Audio-Visual Instance Segmentation¶
Background & Motivation¶
Humans naturally integrate auditory and visual information in daily life to locate and identify sound sources in their environment. For instance, when hearing a dog barking, we automatically focus our attention on the dog in the visual field and precisely perceive its contour. This capability of joint audio-visual perception holds significant application value in fields such as robot navigation, video editing, and autonomous driving.

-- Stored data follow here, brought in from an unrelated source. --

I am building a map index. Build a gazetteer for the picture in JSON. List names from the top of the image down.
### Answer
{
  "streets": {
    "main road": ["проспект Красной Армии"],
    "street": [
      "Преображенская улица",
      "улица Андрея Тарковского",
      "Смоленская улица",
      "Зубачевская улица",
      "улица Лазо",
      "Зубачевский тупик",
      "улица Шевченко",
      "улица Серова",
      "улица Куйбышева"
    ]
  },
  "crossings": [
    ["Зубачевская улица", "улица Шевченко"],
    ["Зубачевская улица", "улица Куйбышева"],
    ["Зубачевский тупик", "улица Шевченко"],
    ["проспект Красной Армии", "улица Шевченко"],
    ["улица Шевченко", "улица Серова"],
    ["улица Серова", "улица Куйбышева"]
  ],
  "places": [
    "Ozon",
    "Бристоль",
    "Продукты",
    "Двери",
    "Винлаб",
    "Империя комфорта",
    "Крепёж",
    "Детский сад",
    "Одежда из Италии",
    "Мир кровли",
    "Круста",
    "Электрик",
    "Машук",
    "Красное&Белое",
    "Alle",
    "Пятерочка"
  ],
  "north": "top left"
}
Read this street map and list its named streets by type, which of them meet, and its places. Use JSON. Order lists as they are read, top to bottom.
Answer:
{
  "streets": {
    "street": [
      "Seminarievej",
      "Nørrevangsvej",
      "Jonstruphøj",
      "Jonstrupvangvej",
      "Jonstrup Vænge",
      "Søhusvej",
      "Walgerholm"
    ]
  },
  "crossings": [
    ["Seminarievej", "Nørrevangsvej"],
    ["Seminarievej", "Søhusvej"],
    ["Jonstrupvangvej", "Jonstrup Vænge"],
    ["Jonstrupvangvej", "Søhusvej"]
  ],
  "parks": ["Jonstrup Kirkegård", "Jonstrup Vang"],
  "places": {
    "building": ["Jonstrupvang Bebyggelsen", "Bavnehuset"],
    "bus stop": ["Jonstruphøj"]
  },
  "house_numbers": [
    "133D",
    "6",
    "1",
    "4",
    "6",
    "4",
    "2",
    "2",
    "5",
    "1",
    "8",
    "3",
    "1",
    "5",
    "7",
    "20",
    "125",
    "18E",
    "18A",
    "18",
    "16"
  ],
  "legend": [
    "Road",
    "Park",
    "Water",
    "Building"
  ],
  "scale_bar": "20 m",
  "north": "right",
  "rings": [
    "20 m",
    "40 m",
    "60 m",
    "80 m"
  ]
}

Existing audio-visual learning tasks primarily include:
| Task | Output | Granularity | Temporal Modeling |
|---|---|---|---|
| Sound Source Localization | Heatmap | Region-level | Single-frame |
| Audio-Visual Segmentation | Semantic mask | Pixel-level | Single-frame/Short-sequence |
| Audio-Visual Source Separation | Separated audio | Source-level | Multi-frame |
| AVIS (Ours) | Instance mask + ID | Instance-level | Full-video |
Limitations of existing methods:
Sound Source Localization only provides coarse, region-level localization and fails to generate precise pixel-level segmentations.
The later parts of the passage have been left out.